1. Do it yourself. Whether it is digging and laying a mulch path, mowing the lawn or fertilizing it, you will save hundreds of dollars and learn more about gardening if you do it yourself.
2. Be patient. Design your landscape, then break down the execution over several years. You will be able to spread out the costs and do more of the work yourself. Once you have it all “done,” you will still spend years refining it.
3. Buy in bulk. Gravel and topsoil purchased in little bags cost far more than having a landscaping company deliver them by truck. Potting soil is less expensive when you buy the largest size. Get together with a friend and buy mail-order plants and bulbs in large quantities.
4. Buy at off-peak prices. Late summer and fall are great times to buy garden supplies in clearance sales. And in the early spring, garden centers will often mark down last year’s merchandise to clear the shelves.
5. Look for bargains. Discount-store bedding plants are usually fine — when they first come in. But do not buy them when they are wilted and possibly diseased.

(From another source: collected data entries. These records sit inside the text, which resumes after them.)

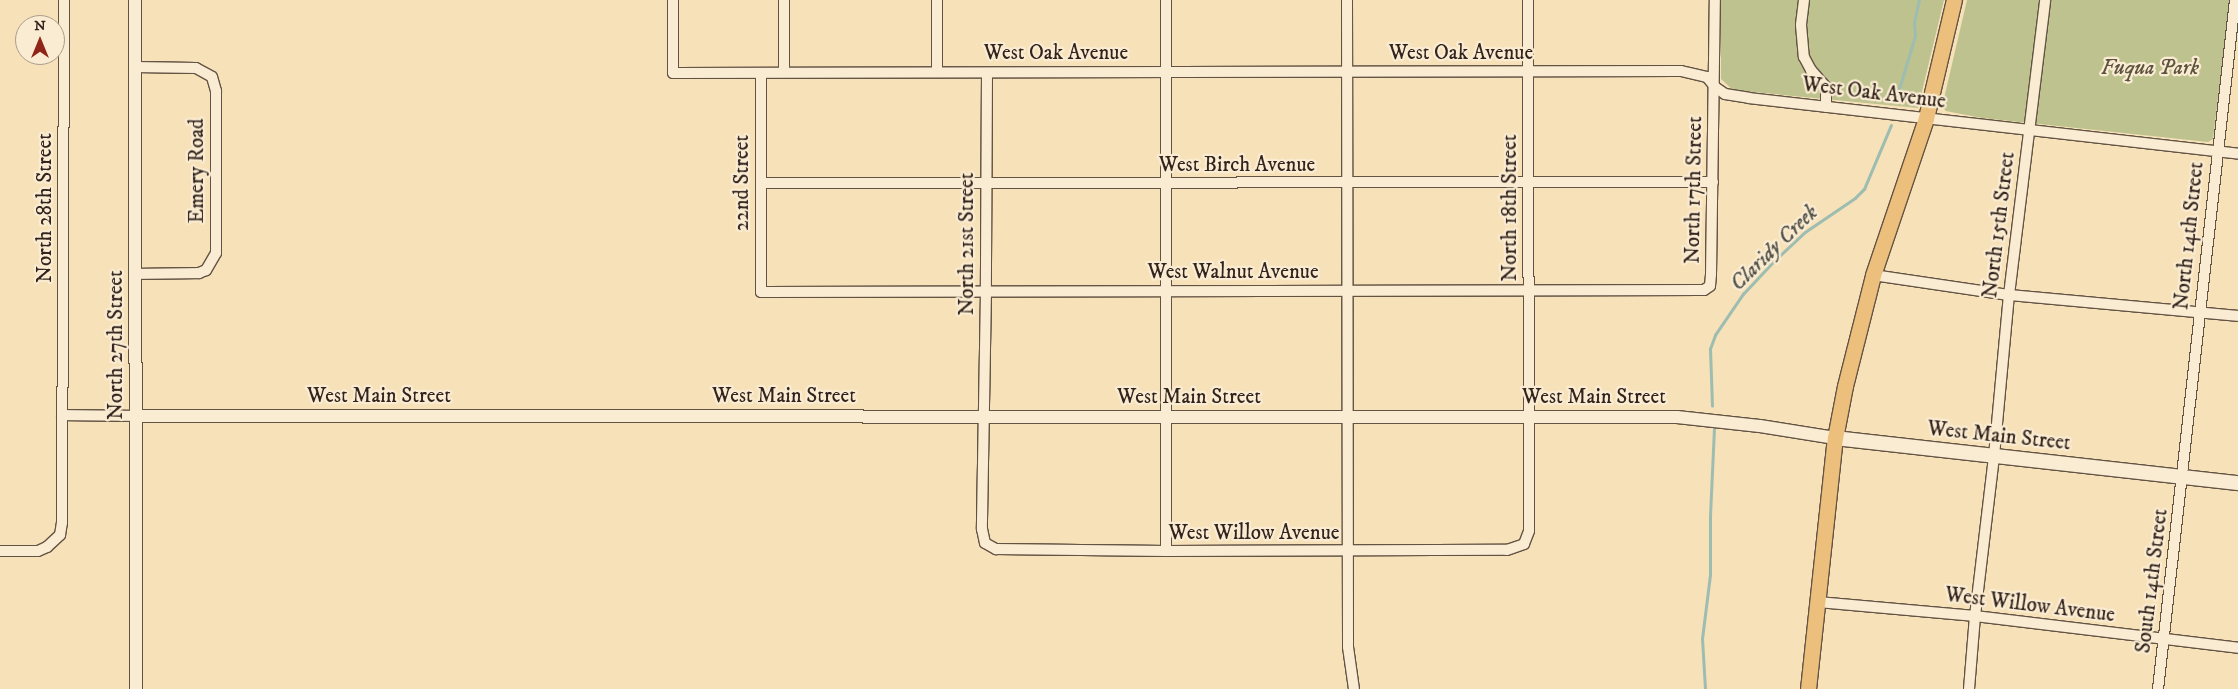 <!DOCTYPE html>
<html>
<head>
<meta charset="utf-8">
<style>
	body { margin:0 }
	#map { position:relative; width:2238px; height:689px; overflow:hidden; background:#f7e1b9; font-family:"IM FELL DW Pica",serif }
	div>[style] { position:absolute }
	.green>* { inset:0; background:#bec28e }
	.stream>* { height:2.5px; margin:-1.25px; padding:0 1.25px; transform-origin:1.25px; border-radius:1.25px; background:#9dbdb1 }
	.roads { filter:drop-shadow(1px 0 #635344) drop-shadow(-1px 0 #635344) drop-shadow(0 1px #635344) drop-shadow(0 -1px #635344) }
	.minor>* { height:10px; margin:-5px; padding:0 5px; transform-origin:5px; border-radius:5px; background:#faecd2 }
	.tertiary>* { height:12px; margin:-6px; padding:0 6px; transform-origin:6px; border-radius:6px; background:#faecd2 }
	.secondary>* { height:14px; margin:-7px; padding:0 7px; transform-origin:7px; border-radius:7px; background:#faecd2 }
	.primary>* { height:15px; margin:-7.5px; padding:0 7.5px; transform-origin:7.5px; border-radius:7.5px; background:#ecc07c }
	span { translate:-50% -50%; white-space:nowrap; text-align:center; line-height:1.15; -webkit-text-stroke:4.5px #faecd2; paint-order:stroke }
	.street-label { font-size:21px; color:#32241d }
	.park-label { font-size:21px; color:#5c533f; font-style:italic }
	.water-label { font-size:22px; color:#525249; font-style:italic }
	.north { position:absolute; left:15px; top:15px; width:50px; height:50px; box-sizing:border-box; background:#faecd2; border:1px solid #aa9c8a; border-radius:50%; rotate:0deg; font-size:14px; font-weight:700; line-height:20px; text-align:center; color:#32241d }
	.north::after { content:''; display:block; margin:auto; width:18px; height:22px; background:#8f2418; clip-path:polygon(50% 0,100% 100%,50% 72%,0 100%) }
</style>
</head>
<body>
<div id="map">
	<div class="green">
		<i style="clip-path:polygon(1721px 0,1944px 0,1918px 108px,1733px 90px,1721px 79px)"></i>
		<i style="clip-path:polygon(1967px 0,2230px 0,2213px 139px,2208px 142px,1982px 118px,1946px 111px,1942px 107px)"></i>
	</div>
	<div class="stream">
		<i style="left:1896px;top:99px;width:66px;rotate:-73.2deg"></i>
		<i style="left:1915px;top:36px;width:13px;rotate:-94deg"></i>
		<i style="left:1914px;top:23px;width:24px;rotate:-78deg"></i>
		<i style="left:1712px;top:406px;width:57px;rotate:-92deg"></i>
		<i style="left:1710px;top:349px;width:15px;rotate:-70deg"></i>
		<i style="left:1715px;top:335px;width:50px;rotate:-55.7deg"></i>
		<i style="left:1743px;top:294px;width:45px;rotate:-46.8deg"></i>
		<i style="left:1774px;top:261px;width:42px;rotate:-43.1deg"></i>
		<i style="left:1805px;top:232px;width:60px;rotate:-34.2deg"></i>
		<i style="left:1855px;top:198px;width:13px;rotate:-45deg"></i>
		<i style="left:1864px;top:189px;width:69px;rotate:-67.1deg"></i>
		<i style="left:1705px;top:689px;width:50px;rotate:-93.4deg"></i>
		<i style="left:1702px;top:639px;width:64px;rotate:-82.9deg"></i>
		<i style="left:1710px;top:575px;width:59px;rotate:-90deg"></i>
		<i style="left:1710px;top:516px;width:87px;rotate:-87.4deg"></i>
	</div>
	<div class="roads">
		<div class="minor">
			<i style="left:673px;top:0;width:73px;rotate:90deg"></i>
			<i style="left:673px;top:73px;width:1008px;rotate:-0.11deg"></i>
			<i style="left:1681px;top:71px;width:27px;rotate:13deg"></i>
			<i style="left:1707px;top:77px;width:13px;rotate:51deg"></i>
			<i style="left:1715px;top:87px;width:12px;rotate:35deg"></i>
			<i style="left:1725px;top:94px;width:24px;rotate:9deg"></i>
			<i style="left:1749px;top:98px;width:492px;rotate:6.5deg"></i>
			<i style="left:784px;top:0;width:71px;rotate:90deg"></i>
			<i style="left:937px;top:0;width:72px;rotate:90deg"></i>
			<i style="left:1347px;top:0;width:647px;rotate:89.91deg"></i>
			<i style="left:1348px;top:647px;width:42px;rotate:81.9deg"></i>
			<i style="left:1804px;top:0;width:25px;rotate:97deg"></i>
			<i style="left:1801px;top:25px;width:32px;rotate:85deg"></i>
			<i style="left:1804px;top:57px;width:15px;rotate:62deg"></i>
			<i style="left:1811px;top:70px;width:23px;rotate:49deg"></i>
			<i style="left:1826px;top:87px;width:20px;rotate:90deg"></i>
			<i style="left:135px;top:67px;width:61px;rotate:0.9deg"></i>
			<i style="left:196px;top:68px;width:18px;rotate:29deg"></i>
			<i style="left:212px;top:77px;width:15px;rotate:74deg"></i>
			<i style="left:216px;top:91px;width:162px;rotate:90deg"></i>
			<i style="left:216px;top:253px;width:20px;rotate:120deg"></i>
			<i style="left:206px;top:270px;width:8px;rotate:157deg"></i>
			<i style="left:199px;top:273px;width:64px;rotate:179.1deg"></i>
			<i style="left:761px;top:73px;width:219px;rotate:90deg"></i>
			<i style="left:761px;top:292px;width:943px;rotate:-0.12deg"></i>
			<i style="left:1704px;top:290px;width:7px;rotate:-34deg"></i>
			<i style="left:1710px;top:286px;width:12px;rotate:-85deg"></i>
			<i style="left:1711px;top:274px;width:274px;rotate:-89.2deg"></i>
			<i style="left:987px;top:73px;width:218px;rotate:90.3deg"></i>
			<i style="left:986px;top:291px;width:238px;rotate:91deg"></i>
			<i style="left:982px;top:529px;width:14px;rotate:78deg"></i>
			<i style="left:985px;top:543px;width:13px;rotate:29deg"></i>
			<i style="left:996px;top:549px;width:170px;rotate:0.7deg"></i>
			<i style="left:1166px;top:551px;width:341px;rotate:-0.2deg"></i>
			<i style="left:1507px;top:550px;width:18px;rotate:-19deg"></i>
			<i style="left:1524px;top:544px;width:14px;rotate:-69deg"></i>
			<i style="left:1529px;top:531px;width:531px;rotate:-90.11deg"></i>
			<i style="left:761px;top:183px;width:952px;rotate:-0.06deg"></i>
			<i style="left:1873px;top:275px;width:137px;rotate:8.4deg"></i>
			<i style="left:2009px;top:295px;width:230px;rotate:5.2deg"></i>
			<i style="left:62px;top:415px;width:74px;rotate:0.8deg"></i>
			<i style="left:0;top:551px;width:38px"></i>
			<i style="left:38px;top:551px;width:10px;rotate:-24deg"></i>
			<i style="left:47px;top:547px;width:18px;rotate:-43deg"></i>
			<i style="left:60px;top:535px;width:12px;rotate:-81deg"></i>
			<i style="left:62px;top:523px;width:523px;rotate:-89.78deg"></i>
			<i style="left:1166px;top:551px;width:551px;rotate:-90deg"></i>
			<i style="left:1818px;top:602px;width:158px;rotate:5.1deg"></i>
			<i style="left:1975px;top:616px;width:265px;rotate:6.9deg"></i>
			<i style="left:1969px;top:689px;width:73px;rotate:-85.3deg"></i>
			<i style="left:1975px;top:616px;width:161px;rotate:-83.2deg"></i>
			<i style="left:1994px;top:456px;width:162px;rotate:-84.7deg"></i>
			<i style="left:2009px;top:295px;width:297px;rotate:-83deg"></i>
			<i style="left:2158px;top:689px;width:693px;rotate:-83.62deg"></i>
		</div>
		<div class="tertiary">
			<i style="left:135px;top:0;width:689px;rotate:89.92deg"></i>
			<i style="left:136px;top:416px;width:1541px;rotate:0.04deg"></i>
			<i style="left:1677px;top:417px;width:83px;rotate:6.2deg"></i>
			<i style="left:1760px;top:426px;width:76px;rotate:9.1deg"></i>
		</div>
		<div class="secondary">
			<i style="left:1835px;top:438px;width:406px;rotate:6.4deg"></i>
		</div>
		<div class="primary">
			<i style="left:1808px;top:689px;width:252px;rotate:-83.9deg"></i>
			<i style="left:1835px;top:438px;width:53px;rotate:-79.1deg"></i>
			<i style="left:1845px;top:386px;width:114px;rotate:-75.8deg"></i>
			<i style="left:1873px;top:275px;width:166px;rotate:-71.3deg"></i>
			<i style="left:1926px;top:118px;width:121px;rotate:-76.7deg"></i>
		</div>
	</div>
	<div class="street-label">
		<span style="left:1056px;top:53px">West Oak Avenue</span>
		<span style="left:1461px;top:53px">West Oak Avenue</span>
		<span style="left:1874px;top:93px;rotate:7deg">West Oak Avenue</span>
		<span style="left:1237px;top:165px">West Birch Avenue</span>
		<span style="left:197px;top:171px;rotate:-90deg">Emery Road</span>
		<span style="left:742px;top:183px;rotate:-90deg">22nd Street</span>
		<span style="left:1694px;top:190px;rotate:-89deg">North 17th Street</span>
		<span style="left:45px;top:208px;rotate:-90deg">North 28th Street</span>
		<span style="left:1510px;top:208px;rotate:-90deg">North 18th Street</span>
		<span style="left:1999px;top:225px;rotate:-83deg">North 15th Street</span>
		<span style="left:2189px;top:236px;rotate:-84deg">North 14th Street</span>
		<span style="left:967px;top:244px;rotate:-90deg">North 21st Street</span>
		<span style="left:1233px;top:272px">West Walnut Avenue</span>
		<span style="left:116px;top:345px;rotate:-90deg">North 27th Street</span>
		<span style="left:379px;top:396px">West Main Street</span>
		<span style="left:784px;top:396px">West Main Street</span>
		<span style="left:1189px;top:397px">West Main Street</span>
		<span style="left:1594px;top:397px">West Main Street</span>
		<span style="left:1999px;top:436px;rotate:6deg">West Main Street</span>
		<span style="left:1254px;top:533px">West Willow Avenue</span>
		<span style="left:2152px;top:581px;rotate:-83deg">South 14th Street</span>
		<span style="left:2030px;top:605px;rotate:7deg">West Willow Avenue</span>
	</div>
	<div class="park-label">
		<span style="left:2150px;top:68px">Fuqua Park</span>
	</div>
	<div class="water-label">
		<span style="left:1774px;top:248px;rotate:-44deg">Claridy Creek</span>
	</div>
	<div class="north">N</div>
</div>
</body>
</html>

6. Garage-sale garden supplies can be bargains as long as you buy quality merchandise. Look for deals, but make sure the product will serve your needs.
7. Propagate your own plants. You can plant an entire hedge for free if you trim a neighbor’s shrubs and then root the cuttings. And you can plant a perennial or annual bed for under $20 if you start the plants from seed. It takes practice to learn how to propagate plants, but you will save money — and have a lot of fun.

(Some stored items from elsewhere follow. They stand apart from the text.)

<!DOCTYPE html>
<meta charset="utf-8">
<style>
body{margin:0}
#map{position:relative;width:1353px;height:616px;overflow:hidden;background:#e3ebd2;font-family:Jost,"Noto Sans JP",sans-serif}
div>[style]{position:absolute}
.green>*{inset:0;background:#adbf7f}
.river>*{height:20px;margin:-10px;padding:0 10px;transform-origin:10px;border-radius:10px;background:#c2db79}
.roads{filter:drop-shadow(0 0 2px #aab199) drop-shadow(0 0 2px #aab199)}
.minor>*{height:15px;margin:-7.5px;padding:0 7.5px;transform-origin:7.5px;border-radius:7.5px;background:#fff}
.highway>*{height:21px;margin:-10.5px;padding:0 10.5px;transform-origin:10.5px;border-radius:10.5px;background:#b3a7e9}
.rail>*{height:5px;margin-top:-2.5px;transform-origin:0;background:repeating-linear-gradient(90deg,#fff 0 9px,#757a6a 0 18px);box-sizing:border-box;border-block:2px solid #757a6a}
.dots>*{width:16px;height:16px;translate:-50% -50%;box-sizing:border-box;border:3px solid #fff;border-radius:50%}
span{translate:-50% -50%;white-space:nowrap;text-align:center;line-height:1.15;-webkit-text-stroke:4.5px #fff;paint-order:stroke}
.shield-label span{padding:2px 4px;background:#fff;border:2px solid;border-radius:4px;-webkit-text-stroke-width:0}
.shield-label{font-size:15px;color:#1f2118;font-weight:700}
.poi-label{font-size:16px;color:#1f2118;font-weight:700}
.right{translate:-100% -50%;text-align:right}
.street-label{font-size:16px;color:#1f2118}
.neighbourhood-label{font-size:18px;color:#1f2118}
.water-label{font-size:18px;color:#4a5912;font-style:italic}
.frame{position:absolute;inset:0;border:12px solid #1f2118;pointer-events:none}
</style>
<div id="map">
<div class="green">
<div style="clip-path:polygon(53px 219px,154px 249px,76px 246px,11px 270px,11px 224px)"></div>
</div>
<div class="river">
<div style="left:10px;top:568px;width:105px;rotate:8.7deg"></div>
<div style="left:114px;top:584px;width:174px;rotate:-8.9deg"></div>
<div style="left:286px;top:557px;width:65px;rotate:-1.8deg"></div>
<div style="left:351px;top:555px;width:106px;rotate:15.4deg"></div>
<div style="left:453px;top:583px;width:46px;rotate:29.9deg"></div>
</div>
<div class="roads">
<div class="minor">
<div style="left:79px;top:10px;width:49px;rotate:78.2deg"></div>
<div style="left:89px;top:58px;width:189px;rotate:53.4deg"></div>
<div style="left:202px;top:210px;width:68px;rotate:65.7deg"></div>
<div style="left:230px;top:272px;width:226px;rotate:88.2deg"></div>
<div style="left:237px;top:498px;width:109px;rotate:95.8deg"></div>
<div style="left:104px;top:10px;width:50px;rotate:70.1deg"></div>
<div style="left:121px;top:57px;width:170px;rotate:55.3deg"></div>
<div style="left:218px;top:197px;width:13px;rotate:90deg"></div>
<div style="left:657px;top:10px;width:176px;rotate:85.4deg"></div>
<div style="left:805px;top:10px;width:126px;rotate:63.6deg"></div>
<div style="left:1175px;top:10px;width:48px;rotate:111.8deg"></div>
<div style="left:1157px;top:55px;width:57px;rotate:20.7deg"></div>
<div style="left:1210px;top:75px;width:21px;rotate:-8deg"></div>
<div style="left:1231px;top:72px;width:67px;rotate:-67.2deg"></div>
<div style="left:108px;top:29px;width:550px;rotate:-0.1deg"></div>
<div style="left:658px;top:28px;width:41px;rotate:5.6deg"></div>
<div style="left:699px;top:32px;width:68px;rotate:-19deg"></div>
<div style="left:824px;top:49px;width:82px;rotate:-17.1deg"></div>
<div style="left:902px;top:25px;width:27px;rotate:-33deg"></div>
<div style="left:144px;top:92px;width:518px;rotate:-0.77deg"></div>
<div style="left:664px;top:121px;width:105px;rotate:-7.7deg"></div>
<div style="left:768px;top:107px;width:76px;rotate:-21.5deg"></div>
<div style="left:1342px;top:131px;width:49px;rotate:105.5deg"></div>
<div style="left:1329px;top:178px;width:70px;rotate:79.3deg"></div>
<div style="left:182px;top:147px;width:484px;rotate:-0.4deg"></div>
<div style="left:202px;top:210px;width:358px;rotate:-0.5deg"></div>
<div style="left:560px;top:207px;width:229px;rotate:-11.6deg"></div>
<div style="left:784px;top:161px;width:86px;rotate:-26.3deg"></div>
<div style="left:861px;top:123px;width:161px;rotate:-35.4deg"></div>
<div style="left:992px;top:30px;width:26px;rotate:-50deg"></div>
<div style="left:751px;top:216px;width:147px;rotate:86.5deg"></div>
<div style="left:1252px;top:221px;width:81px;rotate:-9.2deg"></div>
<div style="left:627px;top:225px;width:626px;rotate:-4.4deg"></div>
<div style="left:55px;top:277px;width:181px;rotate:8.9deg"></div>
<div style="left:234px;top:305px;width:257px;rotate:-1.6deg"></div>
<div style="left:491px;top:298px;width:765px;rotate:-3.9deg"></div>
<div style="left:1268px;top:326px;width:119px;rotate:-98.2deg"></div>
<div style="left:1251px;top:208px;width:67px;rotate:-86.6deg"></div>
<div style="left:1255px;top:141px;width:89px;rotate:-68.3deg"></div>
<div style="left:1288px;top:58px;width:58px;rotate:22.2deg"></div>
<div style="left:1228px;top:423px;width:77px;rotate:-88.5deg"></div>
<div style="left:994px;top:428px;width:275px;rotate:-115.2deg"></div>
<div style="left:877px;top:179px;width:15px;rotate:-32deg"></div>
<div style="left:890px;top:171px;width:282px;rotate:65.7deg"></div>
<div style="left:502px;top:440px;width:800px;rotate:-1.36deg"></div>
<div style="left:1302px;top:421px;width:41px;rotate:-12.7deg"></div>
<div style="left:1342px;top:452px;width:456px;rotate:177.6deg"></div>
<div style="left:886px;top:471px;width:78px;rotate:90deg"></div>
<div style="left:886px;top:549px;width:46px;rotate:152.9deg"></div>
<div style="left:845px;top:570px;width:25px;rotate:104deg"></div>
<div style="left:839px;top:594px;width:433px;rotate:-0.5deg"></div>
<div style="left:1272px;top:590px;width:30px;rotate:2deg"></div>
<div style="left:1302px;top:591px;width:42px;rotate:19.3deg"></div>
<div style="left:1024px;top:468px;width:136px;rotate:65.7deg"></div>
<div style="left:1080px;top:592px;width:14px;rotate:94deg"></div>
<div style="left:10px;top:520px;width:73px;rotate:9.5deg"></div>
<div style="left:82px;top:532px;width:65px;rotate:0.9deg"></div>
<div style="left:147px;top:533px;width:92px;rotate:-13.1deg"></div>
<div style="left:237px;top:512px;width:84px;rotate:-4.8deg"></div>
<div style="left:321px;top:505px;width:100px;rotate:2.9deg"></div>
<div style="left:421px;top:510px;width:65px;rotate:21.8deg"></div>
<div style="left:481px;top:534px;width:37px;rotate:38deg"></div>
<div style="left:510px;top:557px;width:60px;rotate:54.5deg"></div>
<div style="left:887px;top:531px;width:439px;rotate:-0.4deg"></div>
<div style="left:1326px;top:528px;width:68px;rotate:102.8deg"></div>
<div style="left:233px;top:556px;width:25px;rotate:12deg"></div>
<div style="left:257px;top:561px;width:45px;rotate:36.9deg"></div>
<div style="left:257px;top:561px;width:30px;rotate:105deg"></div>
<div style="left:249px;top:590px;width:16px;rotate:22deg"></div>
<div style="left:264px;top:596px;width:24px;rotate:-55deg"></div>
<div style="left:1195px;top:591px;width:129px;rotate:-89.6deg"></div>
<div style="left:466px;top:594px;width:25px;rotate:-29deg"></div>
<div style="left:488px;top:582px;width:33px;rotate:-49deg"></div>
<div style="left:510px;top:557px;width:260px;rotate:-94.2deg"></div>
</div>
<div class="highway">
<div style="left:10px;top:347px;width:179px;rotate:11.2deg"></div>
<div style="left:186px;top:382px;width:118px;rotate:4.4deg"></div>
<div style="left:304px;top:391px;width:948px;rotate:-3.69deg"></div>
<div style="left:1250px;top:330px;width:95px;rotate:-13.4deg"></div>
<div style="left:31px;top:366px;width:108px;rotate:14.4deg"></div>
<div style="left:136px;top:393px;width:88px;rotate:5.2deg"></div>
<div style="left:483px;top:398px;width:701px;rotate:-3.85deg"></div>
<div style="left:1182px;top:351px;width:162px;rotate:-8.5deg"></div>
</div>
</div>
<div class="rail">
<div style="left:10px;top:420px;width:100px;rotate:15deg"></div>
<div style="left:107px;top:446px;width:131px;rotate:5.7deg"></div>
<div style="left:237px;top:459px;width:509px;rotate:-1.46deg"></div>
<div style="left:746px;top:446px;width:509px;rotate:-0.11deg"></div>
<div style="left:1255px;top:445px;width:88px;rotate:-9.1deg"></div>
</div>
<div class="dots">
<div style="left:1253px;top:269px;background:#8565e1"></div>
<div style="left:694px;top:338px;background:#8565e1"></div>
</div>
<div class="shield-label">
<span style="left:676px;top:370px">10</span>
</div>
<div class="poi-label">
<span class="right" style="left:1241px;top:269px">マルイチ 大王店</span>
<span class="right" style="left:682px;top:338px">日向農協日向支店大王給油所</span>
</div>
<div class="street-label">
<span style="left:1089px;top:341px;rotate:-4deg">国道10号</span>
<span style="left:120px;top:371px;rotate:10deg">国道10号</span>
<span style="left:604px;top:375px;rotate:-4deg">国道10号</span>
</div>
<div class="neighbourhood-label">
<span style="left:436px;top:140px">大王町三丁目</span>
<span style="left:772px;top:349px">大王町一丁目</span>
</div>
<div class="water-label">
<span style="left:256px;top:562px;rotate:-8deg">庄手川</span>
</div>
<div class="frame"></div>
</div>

8. Be environmentally correct. One of the great things about earth-friendly gardening is that it usually costs less: Non-chemical techniques cost less than buying garden chemicals. Composting yard waste is free; bagging waste may require stuffing large bags — and sometimes paying a fee to have them hauled away. You can also go to community sources for free fertilizer and mulch. Check with local stables for manure and ask your town government about where it dumps leaves.